The young secondary needs to step up
The Rams have built a top tier defensive front seven behind All-Pro defensive tackle Robert Quinn, team captain James Laurinaitis and grinding defensive end Chris Long, but the secondary has been an Achilles’ heal. After losing veteran leader Cortland Finnegan this past offseason, the young, raw players on the Rams secondary have to come together as one to fill that void. Led by cornerback Janoris Jenkins, the Rams secondary has immense potential, but the “rookie mistakes” have begun to mount and are slowing their development down. Last season the Rams finished 19th overall in pass defense which is something to build on. With the additions of rookies Lamarcus Joyner and Maurice Alexander, the Rams secondary certainly have the ability to contend with the high-powered receiving cores around the league. If they can mature, the group will be able to come into their own and make the Rams defense one of the best in the league.

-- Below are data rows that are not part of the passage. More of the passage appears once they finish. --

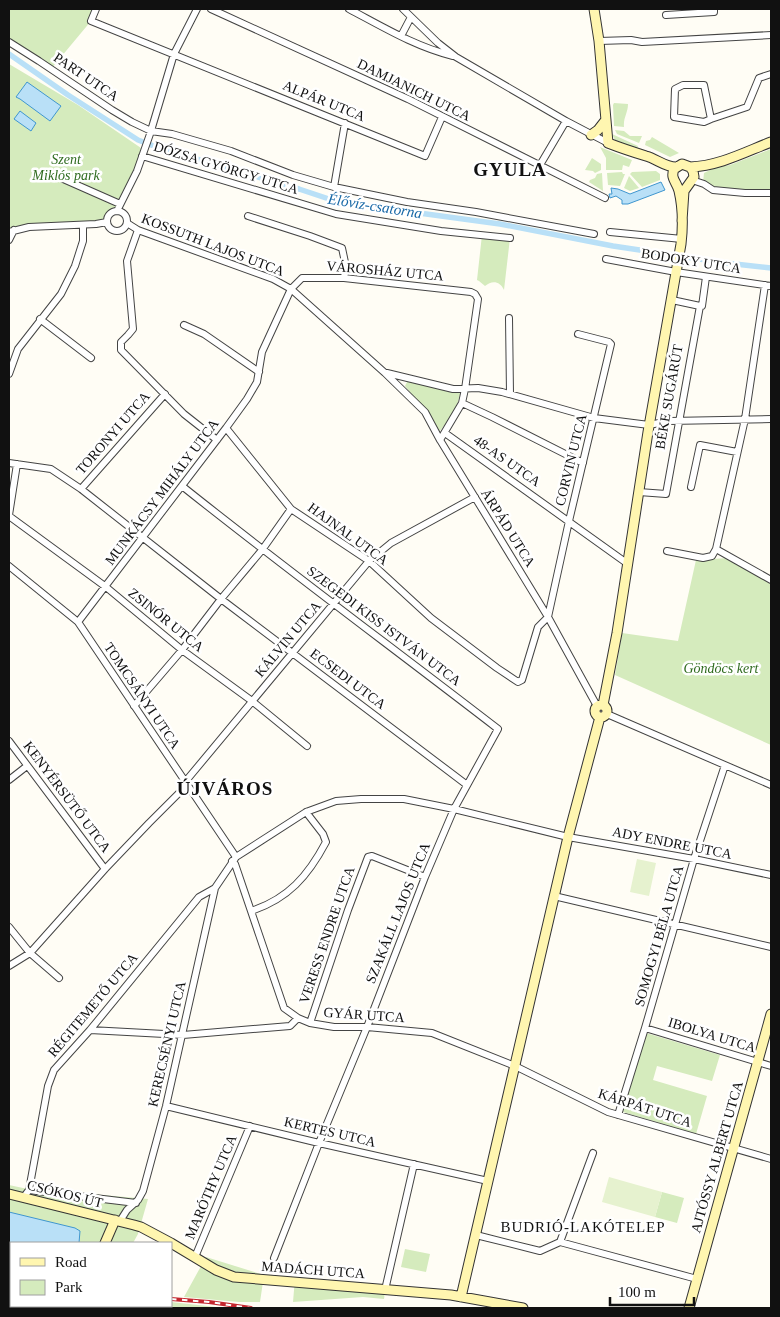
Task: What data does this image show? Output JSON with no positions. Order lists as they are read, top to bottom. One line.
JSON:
{"streets":{"street":["PART UTCA","DAMJANICH UTCA","ALPÁR UTCA","DÓZSA GYÖRGY UTCA","KOSSUTH LAJOS UTCA","BODOKY UTCA","VÁROSHÁZ UTCA","BÉKE SUGÁRÚT","TORONYI UTCA","CORVIN UTCA","48-AS UTCA","MUNKÁCSY MIHÁLY UTCA","ÁRPÁD UTCA","HAJNAL UTCA","ZSINÓR UTCA","SZEGEDI KISS ISTVÁN UTCA","KÁLVIN UTCA","ECSEDI UTCA","TOMCSÁNYI UTCA","KENYÉRSÜTŐ UTCA","ADY ENDRE UTCA","SZAKÁLL LAJOS UTCA","VERESS ENDRE UTCA","SOMOGYI BÉLA UTCA","RÉGITEMETŐ UTCA","GYÁR UTCA","IBOLYA UTCA","KERECSÉNYI UTCA","KÁRPÁT UTCA","KERTES UTCA","AJTÓSSY ALBERT UTCA","MARÓTHY UTCA","CSÓKOS ÚT","MADÁCH UTCA"]},"crossings":[["PART UTCA","DÓZSA GYÖRGY UTCA"],["DAMJANICH UTCA","ALPÁR UTCA"],["KOSSUTH LAJOS UTCA","VÁROSHÁZ UTCA"],["KOSSUTH LAJOS UTCA","MUNKÁCSY MIHÁLY UTCA"],["KOSSUTH LAJOS UTCA","ÁRPÁD UTCA"],["BODOKY UTCA","BÉKE SUGÁRÚT"],["VÁROSHÁZ UTCA","MUNKÁCSY MIHÁLY UTCA"],["TORONYI UTCA","ECSEDI UTCA"],["CORVIN UTCA","48-AS UTCA"],["CORVIN UTCA","ÁRPÁD UTCA"],["CORVIN UTCA","HAJNAL UTCA"],["MUNKÁCSY MIHÁLY UTCA","HAJNAL UTCA"],["MUNKÁCSY MIHÁLY UTCA","ZSINÓR UTCA"],["MUNKÁCSY MIHÁLY UTCA","SZEGEDI KISS ISTVÁN UTCA"],["MUNKÁCSY MIHÁLY UTCA","ECSEDI UTCA"],["MUNKÁCSY MIHÁLY UTCA","TOMCSÁNYI UTCA"],["ÁRPÁD UTCA","HAJNAL UTCA"],["ÁRPÁD UTCA","KÁLVIN UTCA"],["HAJNAL UTCA","KÁLVIN UTCA"],["ZSINÓR UTCA","KÁLVIN UTCA"],["SZEGEDI KISS ISTVÁN UTCA","KÁLVIN UTCA"],["SZEGEDI KISS ISTVÁN UTCA","ECSEDI UTCA"],["SZEGEDI KISS ISTVÁN UTCA","ADY ENDRE UTCA"],["SZEGEDI KISS ISTVÁN UTCA","SZAKÁLL LAJOS UTCA"],["KÁLVIN UTCA","ECSEDI UTCA"],["KÁLVIN UTCA","TOMCSÁNYI UTCA"],["KÁLVIN UTCA","KENYÉRSÜTŐ UTCA"],["TOMCSÁNYI UTCA","ADY ENDRE UTCA"],["TOMCSÁNYI UTCA","RÉGITEMETŐ UTCA"],["TOMCSÁNYI UTCA","GYÁR UTCA"],["ADY ENDRE UTCA","SZAKÁLL LAJOS UTCA"],["ADY ENDRE UTCA","SOMOGYI BÉLA UTCA"],["ADY ENDRE UTCA","RÉGITEMETŐ UTCA"],["SZAKÁLL LAJOS UTCA","VERESS ENDRE UTCA"],["SZAKÁLL LAJOS UTCA","GYÁR UTCA"],["SZAKÁLL LAJOS UTCA","KERTES UTCA"],["VERESS ENDRE UTCA","GYÁR UTCA"],["SOMOGYI BÉLA UTCA","IBOLYA UTCA"],["SOMOGYI BÉLA UTCA","KÁRPÁT UTCA"],["RÉGITEMETŐ UTCA","KERECSÉNYI UTCA"],["RÉGITEMETŐ UTCA","CSÓKOS ÚT"],["GYÁR UTCA","KÁRPÁT UTCA"],["IBOLYA UTCA","AJTÓSSY ALBERT UTCA"],["KERECSÉNYI UTCA","KERTES UTCA"],["KERECSÉNYI UTCA","CSÓKOS ÚT"],["KERECSÉNYI UTCA","MADÁCH UTCA"],["KÁRPÁT UTCA","AJTÓSSY ALBERT UTCA"],["KERTES UTCA","MARÓTHY UTCA"],["MARÓTHY UTCA","MADÁCH UTCA"],["CSÓKOS ÚT","MADÁCH UTCA"]],"districts":["GYULA","ÚJVÁROS","BUDRIÓ-LAKÓTELEP"],"water":["Élővíz-csatorna"],"parks":["Szent Miklós park","Göndöcs kert"],"legend":["Road","Park"],"scale_bar":"100 m"}
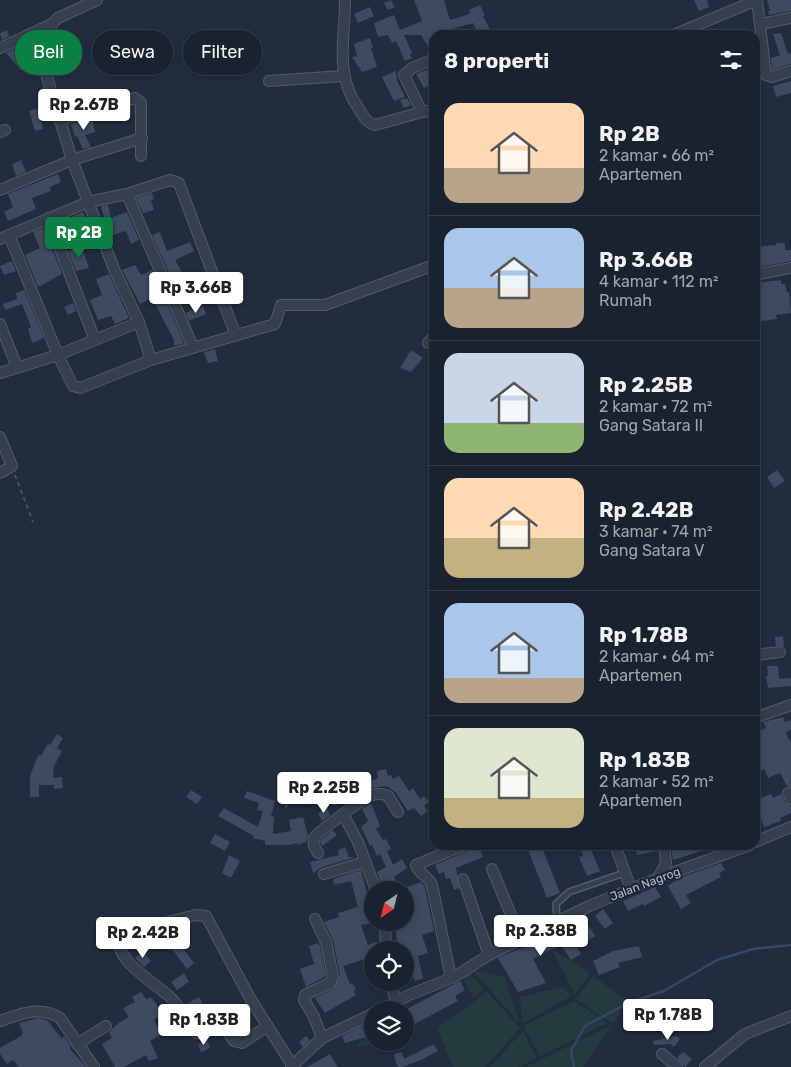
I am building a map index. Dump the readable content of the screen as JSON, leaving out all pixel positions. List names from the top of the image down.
{
  "streets": {
    "street": ["Jalan Nagrog"]
  },
  "north": "bottom left",
  "page": {
    "chip": ["Beli", "Sewa", "Filter"],
    "heading": "8 properti",
    "price": [
      "Rp 2.67B",
      "Rp 2B",
      "Rp 3.66B",
      "Rp 2.25B",
      "Rp 2.38B",
      "Rp 2.42B",
      "Rp 1.78B",
      "Rp 1.83B"
    ],
    "list": [
      {
        "name": "Rp 2B",
        "note": "2 kamar · 66 m² · Apartemen"
      },
      {
        "name": "Rp 3.66B",
        "note": "4 kamar · 112 m² · Rumah"
      },
      {
        "name": "Rp 2.25B",
        "note": "2 kamar · 72 m² · Gang Satara II"
      },
      {
        "name": "Rp 2.42B",
        "note": "3 kamar · 74 m² · Gang Satara V"
      },
      {
        "name": "Rp 1.78B",
        "note": "2 kamar · 64 m² · Apartemen"
      },
      {
        "name": "Rp 1.83B",
        "note": "2 kamar · 52 m² · Apartemen"
      }
    ]
  }
}
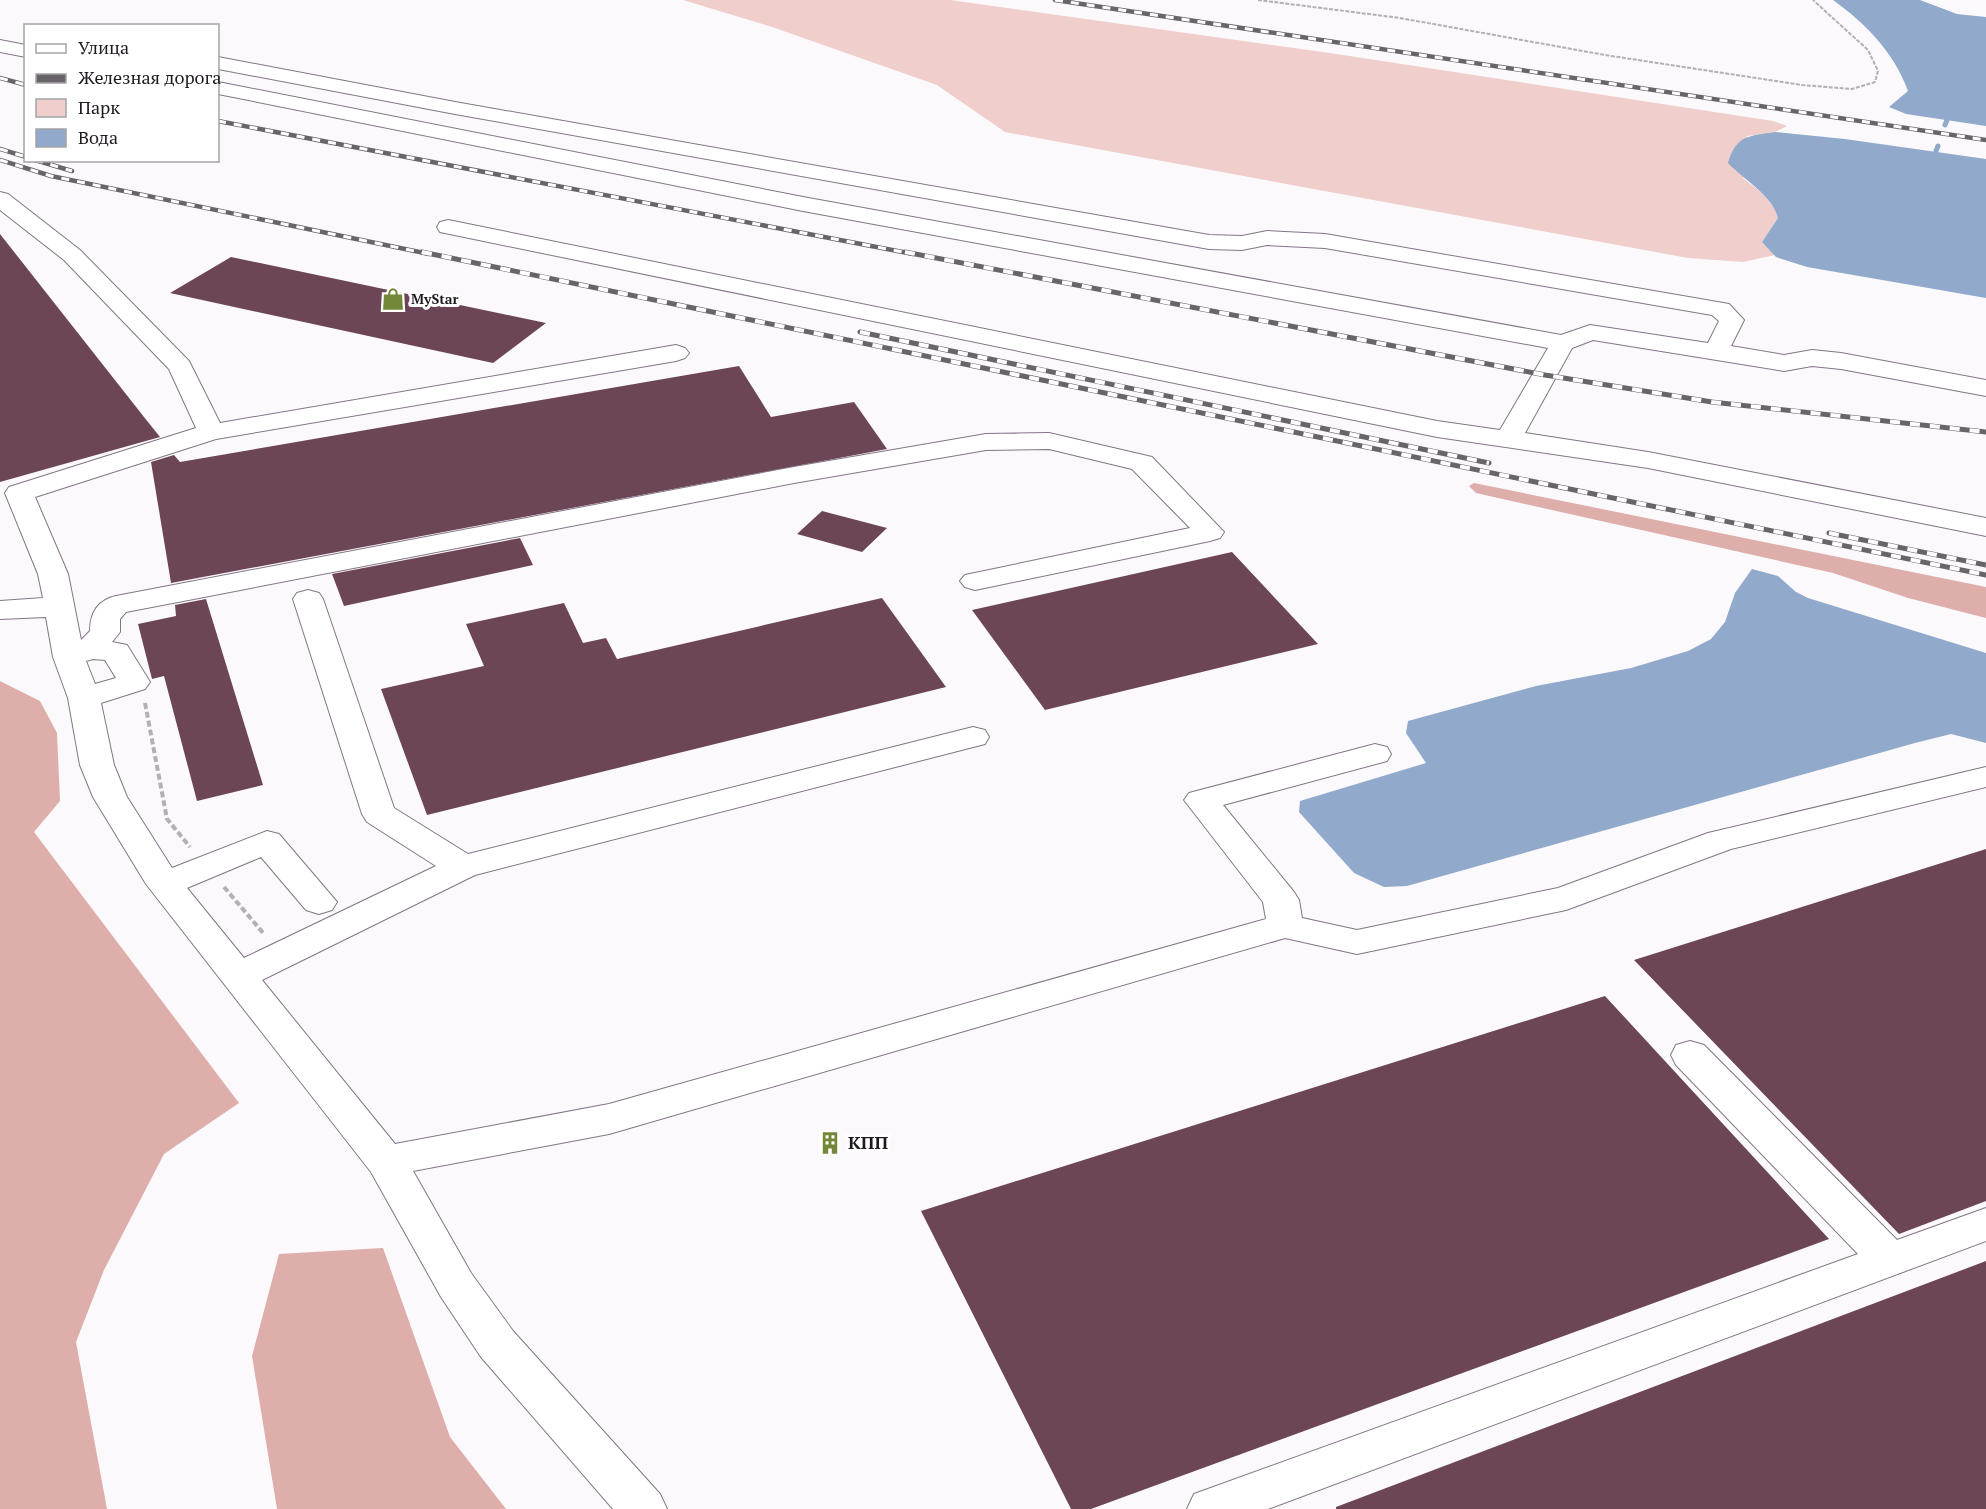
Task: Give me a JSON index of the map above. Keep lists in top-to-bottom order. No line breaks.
{"places":{"shop":["MyStar"],"building":["КПП"]},"legend":["Улица","Железная дорога","Парк","Вода"]}
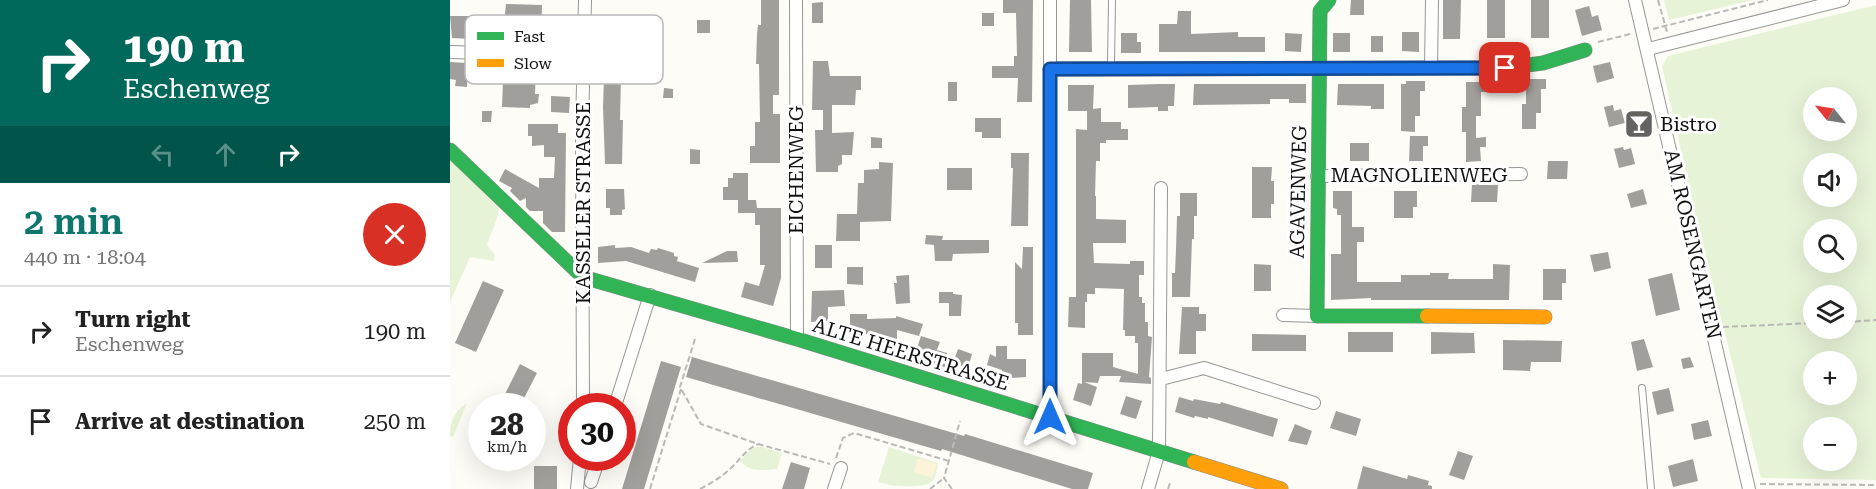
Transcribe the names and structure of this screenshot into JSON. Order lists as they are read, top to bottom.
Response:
{
  "streets": {
    "street": [
      "EICHENWEG",
      "MAGNOLIENWEG",
      "AGAVENWEG",
      "KASSELER STRASSE",
      "AM ROSENGARTEN",
      "ALTE HEERSTRASSE"
    ]
  },
  "crossings": [
    ["EICHENWEG", "ALTE HEERSTRASSE"],
    ["MAGNOLIENWEG", "AGAVENWEG"],
    ["KASSELER STRASSE", "ALTE HEERSTRASSE"]
  ],
  "places": {
    "bar": ["Bistro"]
  },
  "legend": ["Fast", "Slow"],
  "north": "top left",
  "page": {
    "turn": ["190 m", "Eschenweg"],
    "map_buttons": ["+", "−"],
    "heading": ["2 min", "440 m · 18:04"],
    "list": [
      {
        "name": "Turn right",
        "note": "Eschenweg",
        "value": "190 m"
      },
      {
        "name": "Arrive at destination",
        "value": "250 m"
      }
    ],
    "speed": "28 km/h",
    "limit": "30"
  }
}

A true number 1 receiver must emerge
Since the departure of Torry Holt in 2008, the Rams have not had a true number 1 receiver for their quarterbacks to throw to. The closest thing Sam Bradford has had was Danny Amendola, but his size and his inability to play more than 8 games a season resulted in his departure from St. Louis. Now, The Rams receiving core looks like this: Tavon Austin, Chris Givens, Kenny Britt, Austin Pettis, Stedman Bailey, and Brian Quick along with other undrafted rookie free agents. After not drafting a wide receiver in the draft, one of those players will have to step up and be a true number one target for Sam Bradford. Out of all of them, so far, it seems that Kenny Britt may be that guy. Even though this is his first season in St. Louis and he struggled in his tenure with Tennessee, Jeff Fisher and the other coaches have praised Britts passion, intensity and playmaking ability so far at camp. Fisher said that Britt beat both Janoris Jenkins and Trumaine Johnson during 1 on 1 drills at camp and made a few impressive catches. This is a promising sight for Rams fans and it seems that Britt could be the guy that emerges from the shadows and has an impressive year. If he can, and the other receivers on the roster are able to all step up and make plays, they will give the Rams that chance at a playoff appearance.